• [Assignment]:
Every entry should appear in your answer exactly as it does here.

• [Input material]:
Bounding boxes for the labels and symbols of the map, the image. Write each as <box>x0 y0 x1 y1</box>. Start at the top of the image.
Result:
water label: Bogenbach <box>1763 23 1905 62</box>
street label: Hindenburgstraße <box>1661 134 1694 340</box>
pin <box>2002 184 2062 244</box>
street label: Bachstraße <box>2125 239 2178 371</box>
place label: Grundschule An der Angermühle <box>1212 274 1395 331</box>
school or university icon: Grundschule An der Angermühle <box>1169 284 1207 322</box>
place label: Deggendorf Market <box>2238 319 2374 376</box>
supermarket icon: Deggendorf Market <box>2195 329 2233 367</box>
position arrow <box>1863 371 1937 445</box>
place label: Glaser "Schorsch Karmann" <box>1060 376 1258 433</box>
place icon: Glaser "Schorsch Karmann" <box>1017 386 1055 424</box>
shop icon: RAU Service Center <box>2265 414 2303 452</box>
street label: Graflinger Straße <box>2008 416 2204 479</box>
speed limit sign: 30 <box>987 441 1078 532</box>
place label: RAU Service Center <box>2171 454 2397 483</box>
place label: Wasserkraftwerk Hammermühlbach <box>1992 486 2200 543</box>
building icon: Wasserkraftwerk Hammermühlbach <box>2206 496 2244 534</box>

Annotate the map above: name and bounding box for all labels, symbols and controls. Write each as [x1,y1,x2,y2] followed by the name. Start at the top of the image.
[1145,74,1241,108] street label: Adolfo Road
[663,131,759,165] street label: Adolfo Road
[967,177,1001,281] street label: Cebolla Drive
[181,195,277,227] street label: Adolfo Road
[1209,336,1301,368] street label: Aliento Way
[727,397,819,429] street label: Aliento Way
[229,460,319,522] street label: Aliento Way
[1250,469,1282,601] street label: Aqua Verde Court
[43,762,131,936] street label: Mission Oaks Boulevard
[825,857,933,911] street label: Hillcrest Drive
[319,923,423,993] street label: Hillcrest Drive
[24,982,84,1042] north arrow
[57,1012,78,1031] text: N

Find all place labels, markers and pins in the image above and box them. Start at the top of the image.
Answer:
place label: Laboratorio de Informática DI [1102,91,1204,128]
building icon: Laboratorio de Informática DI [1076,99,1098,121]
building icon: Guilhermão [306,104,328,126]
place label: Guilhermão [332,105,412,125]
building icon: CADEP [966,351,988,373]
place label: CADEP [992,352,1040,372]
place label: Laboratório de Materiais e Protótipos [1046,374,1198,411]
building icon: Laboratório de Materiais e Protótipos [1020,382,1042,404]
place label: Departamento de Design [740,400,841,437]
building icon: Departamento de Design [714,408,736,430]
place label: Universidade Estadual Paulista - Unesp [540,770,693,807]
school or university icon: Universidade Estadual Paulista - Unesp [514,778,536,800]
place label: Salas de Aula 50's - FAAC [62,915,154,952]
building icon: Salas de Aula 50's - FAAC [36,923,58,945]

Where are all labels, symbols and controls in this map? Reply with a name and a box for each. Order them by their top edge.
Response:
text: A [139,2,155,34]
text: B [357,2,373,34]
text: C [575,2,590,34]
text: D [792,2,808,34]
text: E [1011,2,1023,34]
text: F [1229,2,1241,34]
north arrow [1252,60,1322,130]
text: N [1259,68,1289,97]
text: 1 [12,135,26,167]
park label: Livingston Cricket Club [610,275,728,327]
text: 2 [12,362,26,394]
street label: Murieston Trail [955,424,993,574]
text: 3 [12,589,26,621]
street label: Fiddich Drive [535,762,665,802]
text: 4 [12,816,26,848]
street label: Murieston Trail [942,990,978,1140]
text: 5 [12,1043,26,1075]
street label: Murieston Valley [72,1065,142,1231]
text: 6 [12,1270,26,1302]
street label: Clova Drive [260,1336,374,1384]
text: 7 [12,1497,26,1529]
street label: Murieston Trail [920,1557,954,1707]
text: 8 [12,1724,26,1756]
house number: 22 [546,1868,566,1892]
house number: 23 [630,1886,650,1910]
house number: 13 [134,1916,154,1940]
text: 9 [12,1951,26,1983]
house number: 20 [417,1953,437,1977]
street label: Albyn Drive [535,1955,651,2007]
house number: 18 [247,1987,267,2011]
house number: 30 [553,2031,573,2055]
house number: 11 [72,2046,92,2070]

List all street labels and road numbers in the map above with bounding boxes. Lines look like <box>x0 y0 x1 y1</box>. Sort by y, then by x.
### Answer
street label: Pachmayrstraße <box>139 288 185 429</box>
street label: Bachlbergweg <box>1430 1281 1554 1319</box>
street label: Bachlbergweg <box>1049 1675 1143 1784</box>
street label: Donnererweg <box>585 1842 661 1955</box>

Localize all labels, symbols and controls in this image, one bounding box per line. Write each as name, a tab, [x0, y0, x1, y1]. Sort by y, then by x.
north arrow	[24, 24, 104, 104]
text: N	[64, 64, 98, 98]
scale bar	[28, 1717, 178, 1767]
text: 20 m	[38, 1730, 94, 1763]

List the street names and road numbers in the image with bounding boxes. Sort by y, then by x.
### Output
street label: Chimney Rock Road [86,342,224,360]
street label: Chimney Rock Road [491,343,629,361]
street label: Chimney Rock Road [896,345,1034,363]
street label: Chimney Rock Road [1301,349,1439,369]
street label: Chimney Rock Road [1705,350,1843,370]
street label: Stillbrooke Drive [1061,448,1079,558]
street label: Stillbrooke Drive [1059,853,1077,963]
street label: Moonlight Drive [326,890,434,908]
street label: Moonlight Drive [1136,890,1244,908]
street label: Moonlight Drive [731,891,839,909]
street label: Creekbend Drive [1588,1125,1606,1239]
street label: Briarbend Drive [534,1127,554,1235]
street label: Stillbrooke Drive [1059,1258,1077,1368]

• [Answer section]:
Bounding boxes for the labels and symbols of the map, the image. Write each as <box>x0 y0 x1 y1</box>. Start at the top of the image.
Result:
water label: Bogenbach <box>1763 23 1905 62</box>
street label: Hindenburgstraße <box>1661 134 1694 340</box>
pin <box>2002 184 2062 244</box>
street label: Bachstraße <box>2125 239 2178 371</box>
place label: Grundschule An der Angermühle <box>1212 274 1395 331</box>
school or university icon: Grundschule An der Angermühle <box>1169 284 1207 322</box>
place label: Deggendorf Market <box>2238 319 2374 376</box>
supermarket icon: Deggendorf Market <box>2195 329 2233 367</box>
position arrow <box>1863 371 1937 445</box>
place label: Glaser "Schorsch Karmann" <box>1060 376 1258 433</box>
place icon: Glaser "Schorsch Karmann" <box>1017 386 1055 424</box>
shop icon: RAU Service Center <box>2265 414 2303 452</box>
street label: Graflinger Straße <box>2008 416 2204 479</box>
speed limit sign: 30 <box>987 441 1078 532</box>
place label: RAU Service Center <box>2171 454 2397 483</box>
place label: Wasserkraftwerk Hammermühlbach <box>1992 486 2200 543</box>
building icon: Wasserkraftwerk Hammermühlbach <box>2206 496 2244 534</box>

Annotate the map above: name and bounding box for all labels, symbols and controls. Write each as [x1,y1,x2,y2] followed by the name. Start at the top of the image.
[1145,74,1241,108] street label: Adolfo Road
[663,131,759,165] street label: Adolfo Road
[967,177,1001,281] street label: Cebolla Drive
[181,195,277,227] street label: Adolfo Road
[1209,336,1301,368] street label: Aliento Way
[727,397,819,429] street label: Aliento Way
[229,460,319,522] street label: Aliento Way
[1250,469,1282,601] street label: Aqua Verde Court
[43,762,131,936] street label: Mission Oaks Boulevard
[825,857,933,911] street label: Hillcrest Drive
[319,923,423,993] street label: Hillcrest Drive
[24,982,84,1042] north arrow
[57,1012,78,1031] text: N

Find all place labels, markers and pins in the image above and box them. Start at the top of the image.
Answer:
place label: Laboratorio de Informática DI [1102,91,1204,128]
building icon: Laboratorio de Informática DI [1076,99,1098,121]
building icon: Guilhermão [306,104,328,126]
place label: Guilhermão [332,105,412,125]
building icon: CADEP [966,351,988,373]
place label: CADEP [992,352,1040,372]
place label: Laboratório de Materiais e Protótipos [1046,374,1198,411]
building icon: Laboratório de Materiais e Protótipos [1020,382,1042,404]
place label: Departamento de Design [740,400,841,437]
building icon: Departamento de Design [714,408,736,430]
place label: Universidade Estadual Paulista - Unesp [540,770,693,807]
school or university icon: Universidade Estadual Paulista - Unesp [514,778,536,800]
place label: Salas de Aula 50's - FAAC [62,915,154,952]
building icon: Salas de Aula 50's - FAAC [36,923,58,945]

Where are all labels, symbols and controls in this map? Reply with a name and a box for each. Order them by their top edge.
Response:
text: A [139,2,155,34]
text: B [357,2,373,34]
text: C [575,2,590,34]
text: D [792,2,808,34]
text: E [1011,2,1023,34]
text: F [1229,2,1241,34]
north arrow [1252,60,1322,130]
text: N [1259,68,1289,97]
text: 1 [12,135,26,167]
park label: Livingston Cricket Club [610,275,728,327]
text: 2 [12,362,26,394]
street label: Murieston Trail [955,424,993,574]
text: 3 [12,589,26,621]
street label: Fiddich Drive [535,762,665,802]
text: 4 [12,816,26,848]
street label: Murieston Trail [942,990,978,1140]
text: 5 [12,1043,26,1075]
street label: Murieston Valley [72,1065,142,1231]
text: 6 [12,1270,26,1302]
street label: Clova Drive [260,1336,374,1384]
text: 7 [12,1497,26,1529]
street label: Murieston Trail [920,1557,954,1707]
text: 8 [12,1724,26,1756]
house number: 22 [546,1868,566,1892]
house number: 23 [630,1886,650,1910]
house number: 13 [134,1916,154,1940]
text: 9 [12,1951,26,1983]
house number: 20 [417,1953,437,1977]
street label: Albyn Drive [535,1955,651,2007]
house number: 18 [247,1987,267,2011]
house number: 30 [553,2031,573,2055]
house number: 11 [72,2046,92,2070]

List all street labels and road numbers in the map above with bounding boxes. Lines look like <box>x0 y0 x1 y1</box>. Sort by y, then by x.
### Answer
street label: Pachmayrstraße <box>139 288 185 429</box>
street label: Bachlbergweg <box>1430 1281 1554 1319</box>
street label: Bachlbergweg <box>1049 1675 1143 1784</box>
street label: Donnererweg <box>585 1842 661 1955</box>

Localize all labels, symbols and controls in this image, one bounding box per line. Write each as name, a tab, [x0, y0, x1, y1]. Sort by y, then by x.
north arrow	[24, 24, 104, 104]
text: N	[64, 64, 98, 98]
scale bar	[28, 1717, 178, 1767]
text: 20 m	[38, 1730, 94, 1763]

List the street names and road numbers in the image with bounding boxes. Sort by y, then by x.
### Output
street label: Chimney Rock Road [86,342,224,360]
street label: Chimney Rock Road [491,343,629,361]
street label: Chimney Rock Road [896,345,1034,363]
street label: Chimney Rock Road [1301,349,1439,369]
street label: Chimney Rock Road [1705,350,1843,370]
street label: Stillbrooke Drive [1061,448,1079,558]
street label: Stillbrooke Drive [1059,853,1077,963]
street label: Moonlight Drive [326,890,434,908]
street label: Moonlight Drive [1136,890,1244,908]
street label: Moonlight Drive [731,891,839,909]
street label: Creekbend Drive [1588,1125,1606,1239]
street label: Briarbend Drive [534,1127,554,1235]
street label: Stillbrooke Drive [1059,1258,1077,1368]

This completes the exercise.